Reference: StudentFilmmakers Magazine, 2014, Vol. 2. No. 4. PRODUCE, WRITE AND EDIT YOUR DOCUMENTARY: 3 Important Video Rules by David Lent. Pages 6, 8, 10.
A masterful film, television series, documentary, commercial or music video is created through
the guidance of a personal vision. Without creative control by one person, a project will either
dissolve into fatal anarchy or the result will appear to be the compromise of a committee, as is
often the case.
In 1980, my wife Susan and I received the blessing of author and historian Studs Terkel to
develop a documentary series based on his best-selling book, “Working”. We decided to coproduce
a pilot called, “Staying Alive” – profiles of four “ordinary” working people. What began as
a fun project turned, once we got into the editing room, into a nightmare. We fought often over
editorial decisions. At our wit’s end, yet determined to finish the pilot, we decided each of us would
take creative control over (that is, produce) two of the four profiles.
Once we ‘mine swept’ the work of co-producing, we finished the project with our partnership, and
marriage, intact.-DL At times you may partner with collaborators who bring indispensable money, access or expertise to a project. There will be disagreements and conflicts about both direction and details.
As a producer or director, you may have to make difficult, sometimes painful, decisions to defend the integrity of your vision.
Susan and I were able to move a stuck project forward and avoid disaster by adopting what we call,
The Creative Control Credo:
When you feel strongly about it and I don’t, we go with you.
When I feel strongly about it and you don’t, we go with me.
When neither of us feels strongly about it, we flip a coin.
When both of us feel strongly about it, we go with me. (the producer).
It is an effective system.

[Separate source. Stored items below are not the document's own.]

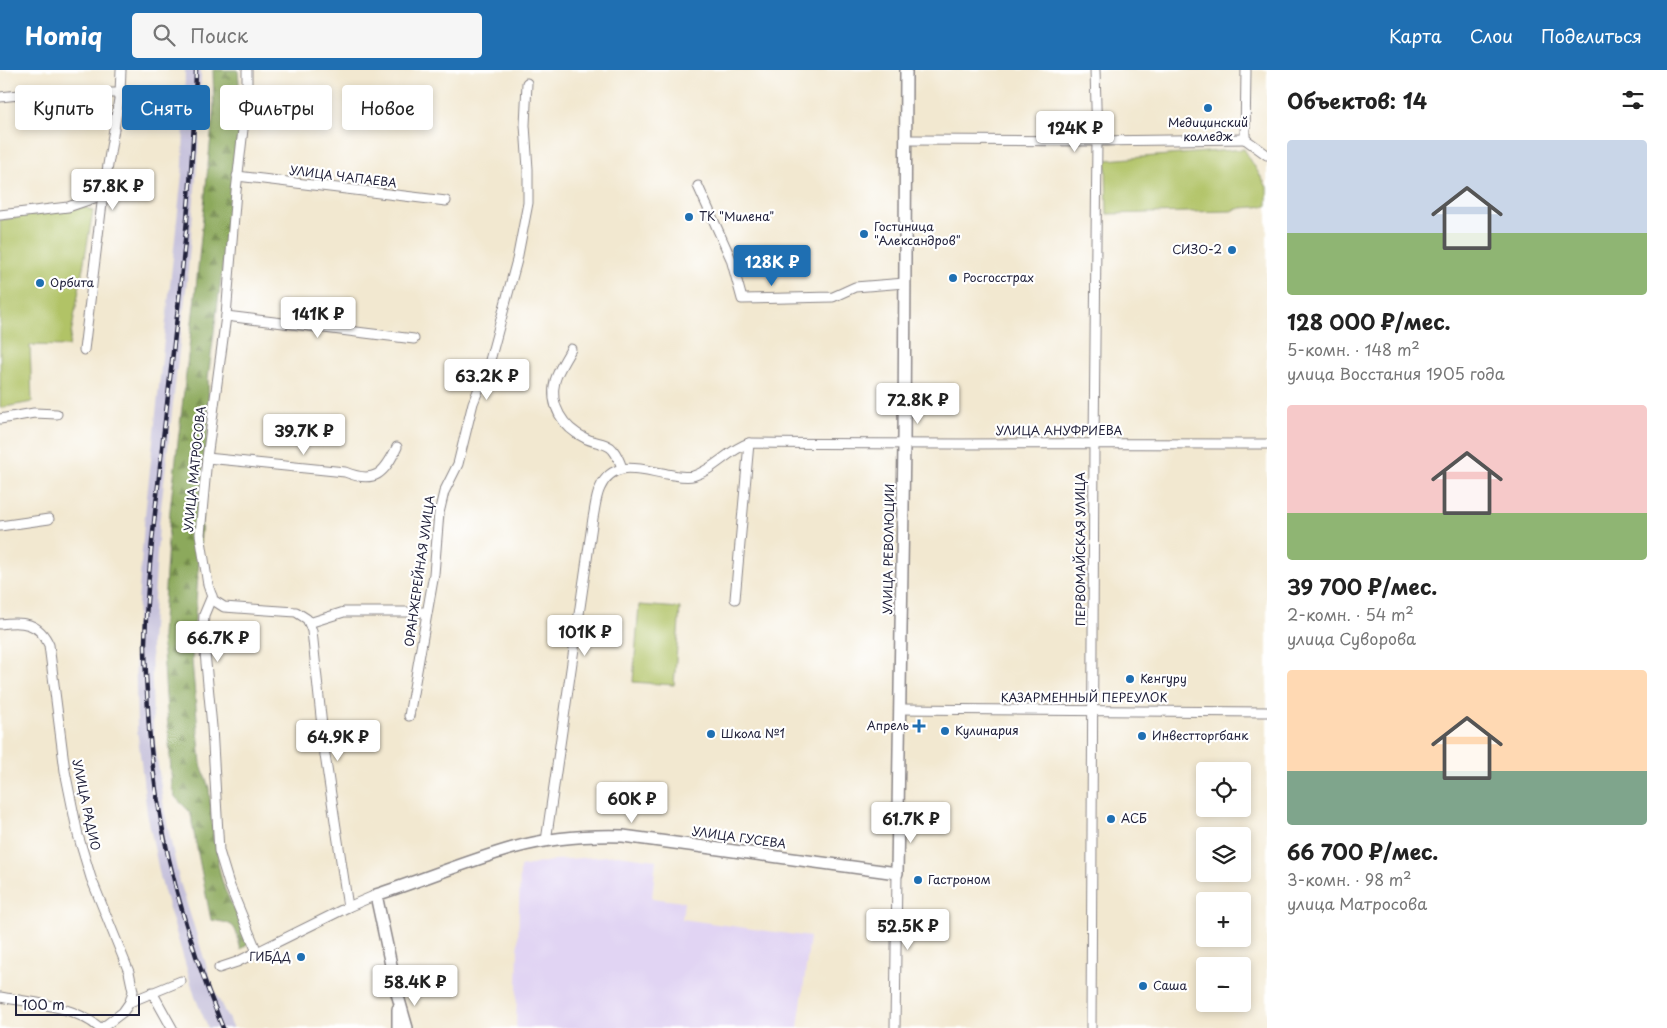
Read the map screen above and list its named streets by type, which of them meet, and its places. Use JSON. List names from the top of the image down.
{
  "streets": {
    "main road": ["УЛИЦА РЕВОЛЮЦИИ", "УЛИЦА ГУСЕВА"],
    "street": [
      "УЛИЦА ЧАПАЕВА",
      "УЛИЦА АНУФРИЕВА",
      "УЛИЦА МАТРОСОВА",
      "ПЕРВОМАЙСКАЯ УЛИЦА",
      "ОРАНЖЕРЕЙНАЯ УЛИЦА",
      "КАЗАРМЕННЫЙ ПЕРЕУЛОК",
      "УЛИЦА РАДИО"
    ]
  },
  "crossings": [
    ["УЛИЦА ЧАПАЕВА", "УЛИЦА МАТРОСОВА"],
    ["УЛИЦА АНУФРИЕВА", "УЛИЦА РЕВОЛЮЦИИ"],
    ["УЛИЦА АНУФРИЕВА", "ПЕРВОМАЙСКАЯ УЛИЦА"],
    ["УЛИЦА РЕВОЛЮЦИИ", "КАЗАРМЕННЫЙ ПЕРЕУЛОК"],
    ["УЛИЦА РЕВОЛЮЦИИ", "УЛИЦА ГУСЕВА"],
    ["ПЕРВОМАЙСКАЯ УЛИЦА", "КАЗАРМЕННЫЙ ПЕРЕУЛОК"]
  ],
  "places": {
    "other": [
      "Медицинский колледж",
      "ТК \"Милена\"",
      "Гостиница \"Александров\"",
      "СИЗО-2",
      "Росгосстрах",
      "Орбита",
      "Кенгуру",
      "Кулинария",
      "Школа №1",
      "Инвестторгбанк",
      "АСБ",
      "Гастроном",
      "ГИБДД",
      "Саша"
    ],
    "health": ["Апрель"]
  },
  "scale_bar": "100 m",
  "page": {
    "header": "Homiq",
    "search": "Поиск",
    "nav": ["Карта", "Слои", "Поделиться"],
    "heading": "Объектов: 14",
    "chip": [
      "Купить",
      "Снять",
      "Фильтры",
      "Новое"
    ],
    "price": [
      "124K ₽",
      "57.8K ₽",
      "128K ₽",
      "141K ₽",
      "63.2K ₽",
      "72.8K ₽",
      "39.7K ₽",
      "101K ₽",
      "66.7K ₽",
      "64.9K ₽",
      "60K ₽",
      "61.7K ₽",
      "52.5K ₽",
      "58.4K ₽"
    ],
    "list": [
      {
        "name": "128 000 ₽/мес.",
        "note": "5-комн. · 148 m² · улица Восстания 1905 года"
      },
      {
        "name": "39 700 ₽/мес.",
        "note": "2-комн. · 54 m² · улица Суворова"
      },
      {
        "name": "66 700 ₽/мес.",
        "note": "3-комн. · 98 m² · улица Матросова"
      }
    ],
    "map_buttons": ["+", "−"],
    "scale": "100 m"
  }
}
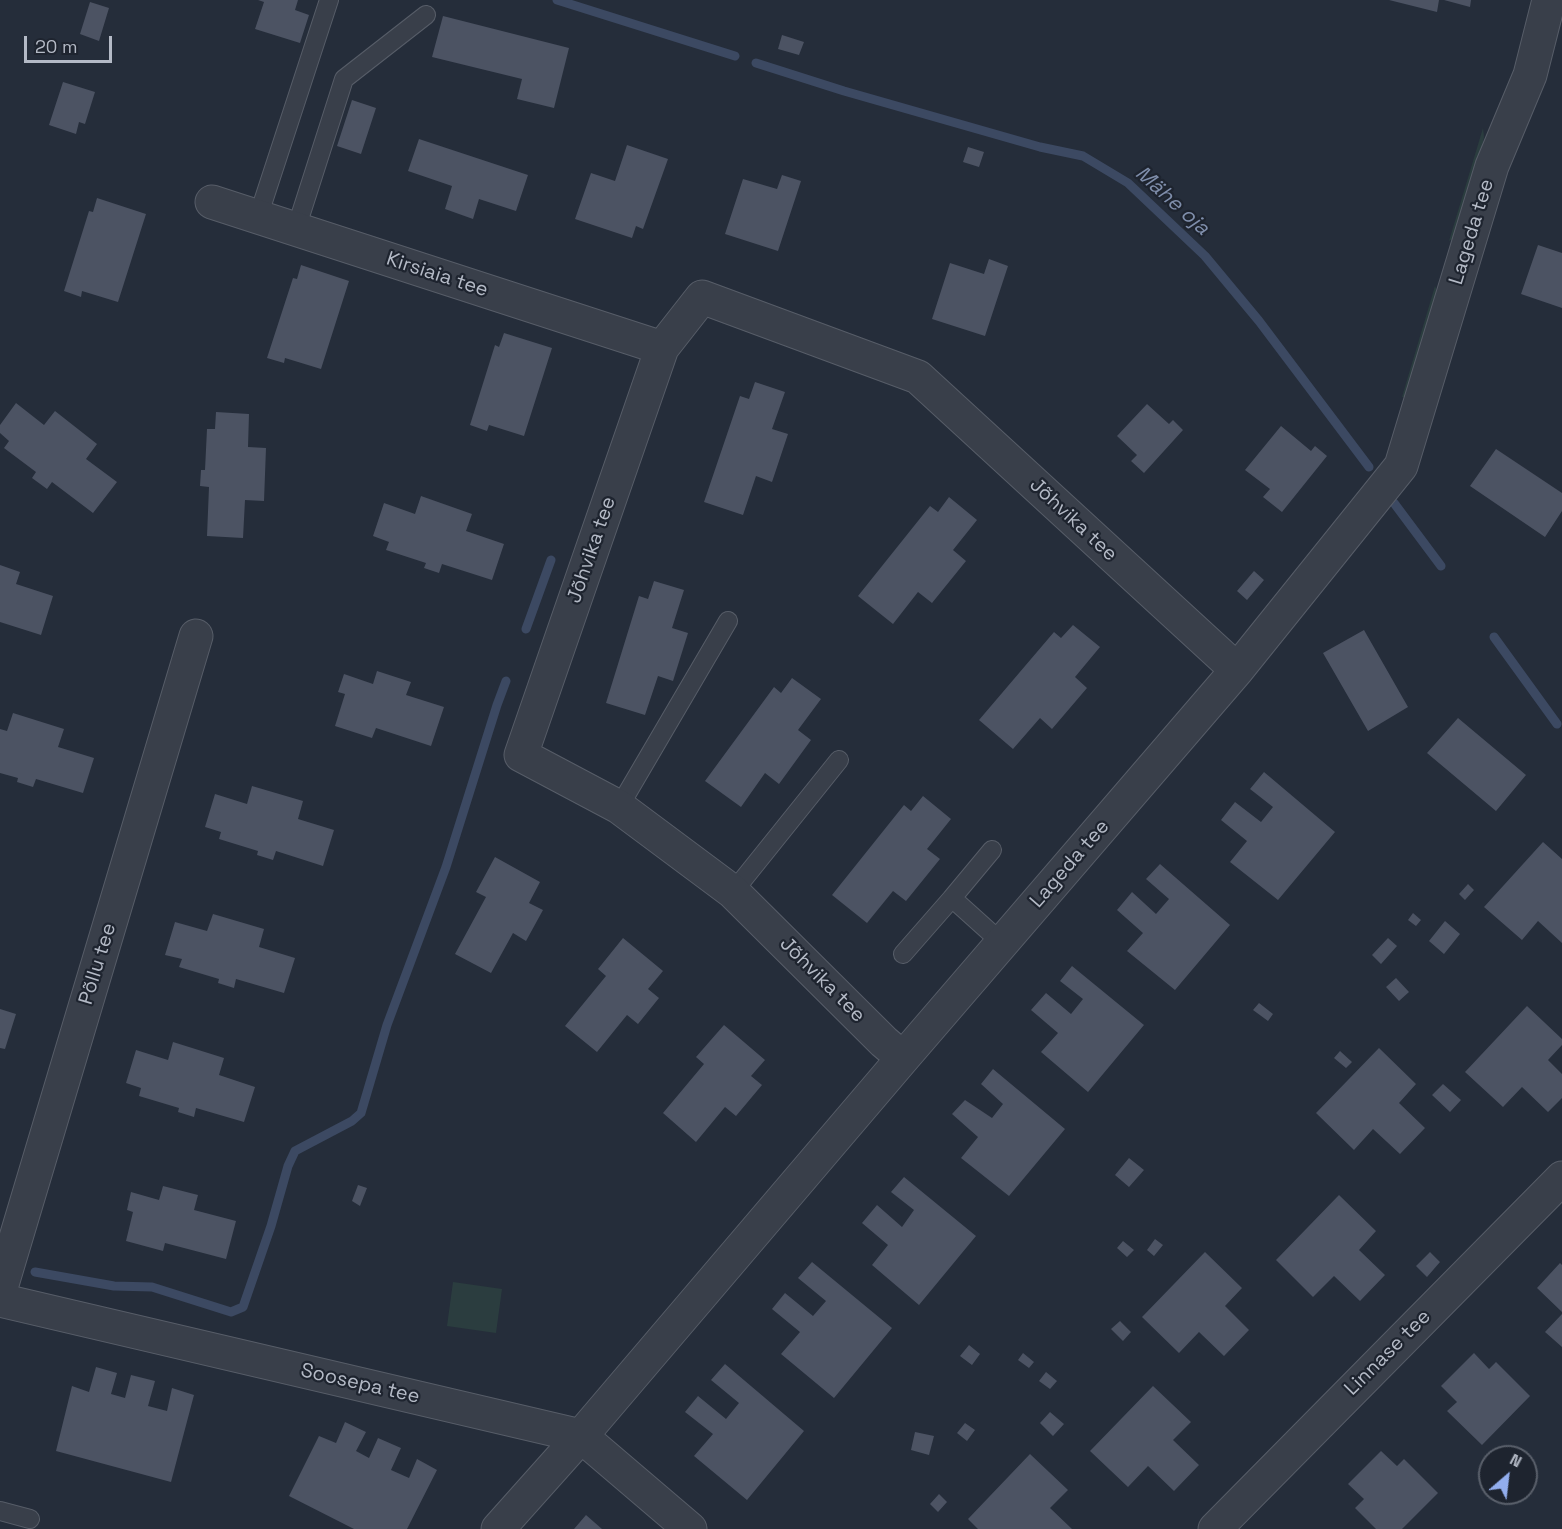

Often, a partner’s ideas will be as good as yours or better. An astute
producer or director invites the entire team’s creative input. Only when passionate disagreement
threatens to stall or undermine a project is it time for The Credo.
PRODUCING AS A RULE
GET PROFESSIONAL HELP
A working knowledge of camerawork, lighting and audio strengthens a producer’s grasp as a manager on location. Yet producing or directing involves a different mindset (left brain
dominant) than shooting, lighting or audio (right brain dominant).
Budget permitting, avoid doing both at the same time. With video, directing may merge with
producing; this combination is more compatible than producing or directing and shooting.
As the manager-on-location, a producer, director or reporter is responsible for the crew’s well
being. A detailed and flexible shooting schedule including set up time and a meal break allows
the crew to visualize the day and pace themselves accordingly.
Send copies of the shooting schedule to everyone involved.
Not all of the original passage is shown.